═════ Source material
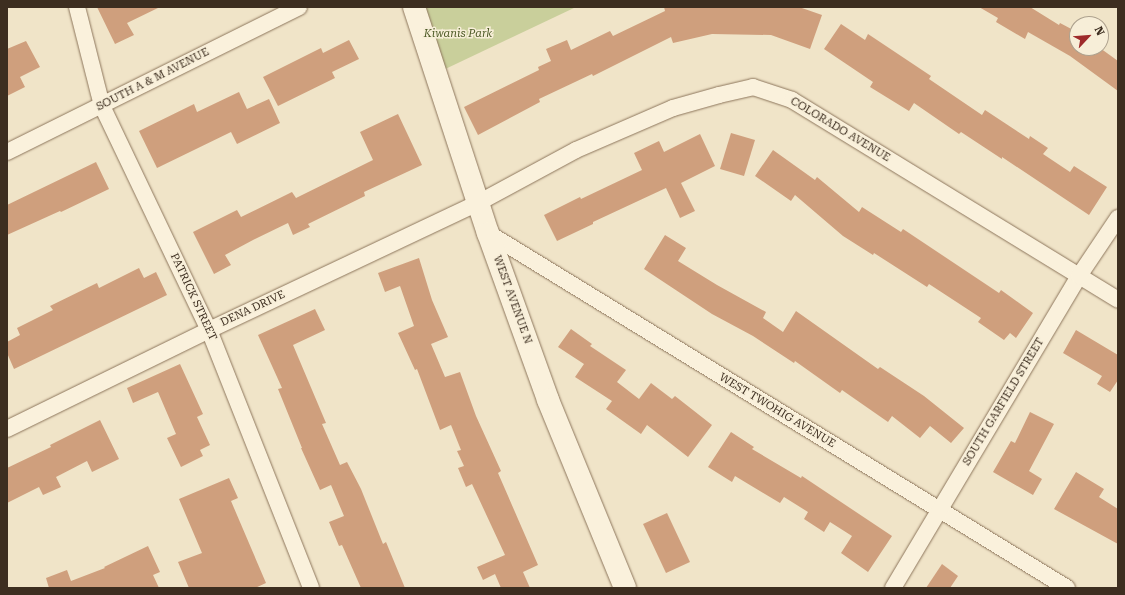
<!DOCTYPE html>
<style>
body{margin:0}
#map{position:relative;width:1125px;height:595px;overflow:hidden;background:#f0e4c8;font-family:"Roboto Serif",serif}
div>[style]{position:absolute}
.green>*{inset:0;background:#c9cf9b}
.building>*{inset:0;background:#cf9f7d}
.roads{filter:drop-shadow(0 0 1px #8d765c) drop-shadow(0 0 1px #8d765c)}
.minor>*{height:16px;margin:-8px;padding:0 8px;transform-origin:8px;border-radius:8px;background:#faf1dc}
.secondary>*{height:22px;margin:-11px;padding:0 11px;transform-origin:11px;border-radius:11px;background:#faf1dc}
span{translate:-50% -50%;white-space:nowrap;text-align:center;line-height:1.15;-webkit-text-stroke:3px #f7eed8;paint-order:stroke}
.park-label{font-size:11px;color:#4d5a26;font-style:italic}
.street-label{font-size:11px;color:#3d2e20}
.frame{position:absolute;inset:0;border:8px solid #3d2e20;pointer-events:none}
.north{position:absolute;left:1069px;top:16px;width:40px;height:40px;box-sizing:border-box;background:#f7eed8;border:1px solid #ada18e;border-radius:50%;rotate:64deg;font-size:11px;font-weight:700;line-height:16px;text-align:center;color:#3d2e20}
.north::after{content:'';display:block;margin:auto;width:14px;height:18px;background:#9e2a2b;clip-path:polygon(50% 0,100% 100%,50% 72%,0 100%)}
</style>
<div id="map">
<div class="green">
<div style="clip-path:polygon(424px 7px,576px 7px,439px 72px)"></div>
</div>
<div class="building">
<div style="clip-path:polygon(97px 7px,160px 7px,127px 23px,134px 35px,115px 44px)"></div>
<div style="clip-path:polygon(664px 7px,799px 7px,822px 15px,810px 49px,771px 35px,712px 34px,673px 43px,671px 37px,593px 76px,592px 74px,539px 99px,540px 102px,478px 135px,464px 107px,539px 70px,538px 67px,551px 61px,546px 49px,567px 40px,571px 50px,610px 31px,613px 36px,665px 11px)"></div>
<div style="clip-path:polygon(979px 7px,1030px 7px,1059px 25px,1060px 23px,1077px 32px,1077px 48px,1100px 48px,1118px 61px,1118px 91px,1070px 56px,1028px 32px,1025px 39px,996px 22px,998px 18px)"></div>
<div style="clip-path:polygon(841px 24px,865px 40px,868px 34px,931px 76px,929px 79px,982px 115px,985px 110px,1029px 139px,1030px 136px,1048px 148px,1043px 154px,1070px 172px,1074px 166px,1107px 187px,1089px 215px,1002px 157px,1002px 159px,961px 132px,959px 134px,914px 103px,909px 111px,870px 87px,873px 82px,824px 49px)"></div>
<div style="clip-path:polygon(349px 40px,359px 59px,332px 72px,335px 78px,278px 106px,263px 77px,321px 48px,323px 53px)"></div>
<div style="clip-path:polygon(26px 41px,40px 67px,20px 77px,25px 87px,7px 96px,7px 49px)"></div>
<div style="clip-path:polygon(239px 92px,247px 109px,269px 99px,280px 123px,237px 144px,231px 132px,157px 168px,139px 131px,194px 104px,197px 112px)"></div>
<div style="clip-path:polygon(398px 114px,422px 165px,364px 192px,365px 196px,308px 224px,310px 227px,293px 235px,288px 223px,253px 240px,225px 255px,231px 265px,214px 274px,193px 232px,237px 210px,241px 217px,292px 192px,296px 198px,373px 160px,360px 132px)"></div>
<div style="clip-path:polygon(731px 133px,755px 140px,744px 176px,720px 169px)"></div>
<div style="clip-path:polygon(700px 134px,715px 166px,681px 183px,695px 211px,680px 218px,666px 188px,593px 222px,593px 224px,557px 241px,544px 215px,580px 197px,581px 199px,642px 170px,634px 153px,659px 141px,664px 152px)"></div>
<div style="clip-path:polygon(773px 150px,815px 180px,817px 177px,859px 212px,862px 207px,901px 232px,903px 229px,999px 293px,1001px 290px,1033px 313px,1016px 338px,1010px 333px,1004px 340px,978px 322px,981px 318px,929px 284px,927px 287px,874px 253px,873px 255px,843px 236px,795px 195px,791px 201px,755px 176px)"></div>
<div style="clip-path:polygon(96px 162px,109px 189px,61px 212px,60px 211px,7px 235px,7px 205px)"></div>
<div style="clip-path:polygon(665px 235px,686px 248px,678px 261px,717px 285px,766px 312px,763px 318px,783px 332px,796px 311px,878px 369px,880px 367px,924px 396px,964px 428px,951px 443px,930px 426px,920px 438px,892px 416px,888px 422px,842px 390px,840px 393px,795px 361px,794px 363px,753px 336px,712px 314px,644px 269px)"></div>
<div style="clip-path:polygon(419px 258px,432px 300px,448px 337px,431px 344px,445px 377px,460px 372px,476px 416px,501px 471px,498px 473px,538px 565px,523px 572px,530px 588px,501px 588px,495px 574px,483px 580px,477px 567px,505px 555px,472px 484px,466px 487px,458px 468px,464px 466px,457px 451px,461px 450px,451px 425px,440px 430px,417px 369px,415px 370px,398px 333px,414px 326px,400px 286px,385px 292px,378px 273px)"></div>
<div style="clip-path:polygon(139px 268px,144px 278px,156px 272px,167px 295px,14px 369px,7px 353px,7px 342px,20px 335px,17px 328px,53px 310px,50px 306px,97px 283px,99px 288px)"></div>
<div style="clip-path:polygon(315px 309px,325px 330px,293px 345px,326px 423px,322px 424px,340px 465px,347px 462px,361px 489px,383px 544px,386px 542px,405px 588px,361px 588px,342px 545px,339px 546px,329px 522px,344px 516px,331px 485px,320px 490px,301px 448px,302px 448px,278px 389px,282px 388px,258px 335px)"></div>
<div style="clip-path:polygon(571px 329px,592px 344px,590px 346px,626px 370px,617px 382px,639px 399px,651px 383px,672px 399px,675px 396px,712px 425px,688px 457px,647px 425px,641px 434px,606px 409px,612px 401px,575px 377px,584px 364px,558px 347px)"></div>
<div style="clip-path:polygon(1076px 330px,1118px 355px,1118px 380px,1110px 392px,1097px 384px,1102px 376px,1063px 353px)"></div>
<div style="clip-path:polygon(180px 364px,203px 414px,197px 417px,210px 445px,200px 450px,203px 456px,181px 467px,167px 438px,176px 434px,158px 392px,133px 403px,127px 388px)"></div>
<div style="clip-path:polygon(1030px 412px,1054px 424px,1029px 471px,1042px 479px,1033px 495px,993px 472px,1011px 441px,1015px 443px)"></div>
<div style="clip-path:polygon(100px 420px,119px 459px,92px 472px,87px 461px,56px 477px,61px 487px,43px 495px,39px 487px,7px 503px,7px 468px,51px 447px,50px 445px)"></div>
<div style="clip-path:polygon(731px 432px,754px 447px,752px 449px,801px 478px,802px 476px,892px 536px,868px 572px,841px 553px,852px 536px,830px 522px,824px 532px,804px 519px,808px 512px,784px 497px,780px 503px,735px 476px,732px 482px,708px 467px)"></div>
<div style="clip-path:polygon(1076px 472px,1104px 489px,1099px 497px,1118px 509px,1118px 544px,1054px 509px)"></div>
<div style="clip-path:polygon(229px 478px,238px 498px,231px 501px,266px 583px,255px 588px,189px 588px,178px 562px,202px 553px,179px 499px)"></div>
<div style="clip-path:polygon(667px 513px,690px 562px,666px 573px,643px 524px)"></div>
<div style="clip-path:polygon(148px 546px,160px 572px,153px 575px,159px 588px,49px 588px,46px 578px,67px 570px,71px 581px,105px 568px,104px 567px)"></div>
<div style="clip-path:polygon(942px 564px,958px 576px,950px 588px,926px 588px)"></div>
</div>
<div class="roads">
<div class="minor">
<div style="left:77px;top:7px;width:102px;rotate:75.8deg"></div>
<div style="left:102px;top:106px;width:248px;rotate:64.5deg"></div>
<div style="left:209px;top:330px;width:277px;rotate:68.4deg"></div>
<div style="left:7px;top:152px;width:326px;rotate:-26.4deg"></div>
<div style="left:488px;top:233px;width:679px;rotate:31.51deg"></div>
<div style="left:7px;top:429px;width:225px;rotate:-26.1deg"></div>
<div style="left:209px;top:330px;width:297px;rotate:-25.3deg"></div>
<div style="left:478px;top:203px;width:111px;rotate:-28.4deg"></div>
<div style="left:576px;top:150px;width:106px;rotate:-23.4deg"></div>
<div style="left:673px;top:108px;width:48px;rotate:-15.8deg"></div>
<div style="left:719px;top:95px;width:35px;rotate:-13deg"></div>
<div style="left:753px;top:87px;width:41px;rotate:18.4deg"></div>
<div style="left:792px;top:100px;width:382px;rotate:31.5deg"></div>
<div style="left:893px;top:588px;width:363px;rotate:-59.2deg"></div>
<div style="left:1079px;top:276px;width:70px;rotate:-56.1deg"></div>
</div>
<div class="secondary">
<div style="left:414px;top:7px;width:238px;rotate:71.9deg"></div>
<div style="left:488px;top:233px;width:177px;rotate:70.2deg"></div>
<div style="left:548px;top:400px;width:203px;rotate:67.7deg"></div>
</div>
</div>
<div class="park-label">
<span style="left:458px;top:34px">Kiwanis Park</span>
</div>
<div class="street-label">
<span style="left:153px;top:80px;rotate:-27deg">SOUTH A &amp; M AVENUE</span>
<span style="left:840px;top:130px;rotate:31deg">COLORADO AVENUE</span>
<span style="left:193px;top:297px;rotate:65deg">PATRICK STREET</span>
<span style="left:512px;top:300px;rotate:70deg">WEST AVENUE N</span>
<span style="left:253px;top:309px;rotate:-25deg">DENA DRIVE</span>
<span style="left:1004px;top:402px;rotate:-59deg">SOUTH GARFIELD STREET</span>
<span style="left:777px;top:411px;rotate:31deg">WEST TWOHIG AVENUE</span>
</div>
<div class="frame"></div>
<div class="north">N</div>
</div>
══════════
Copy out exactly, with no pictures, the lines of the data from the first one through the line bearing "1px #8d765c) drop-shadow(0".

<!DOCTYPE html>
<style>
body{margin:0}
#map{position:relative;width:1125px;height:595px;overflow:hidden;background:#f0e4c8;font-family:"Roboto Serif",serif}
div>[style]{position:absolute}
.green>*{inset:0;background:#c9cf9b}
.building>*{inset:0;background:#cf9f7d}
.roads{filter:drop-shadow(0 0 1px #8d765c) drop-shadow(0 0 1px #8d765c)}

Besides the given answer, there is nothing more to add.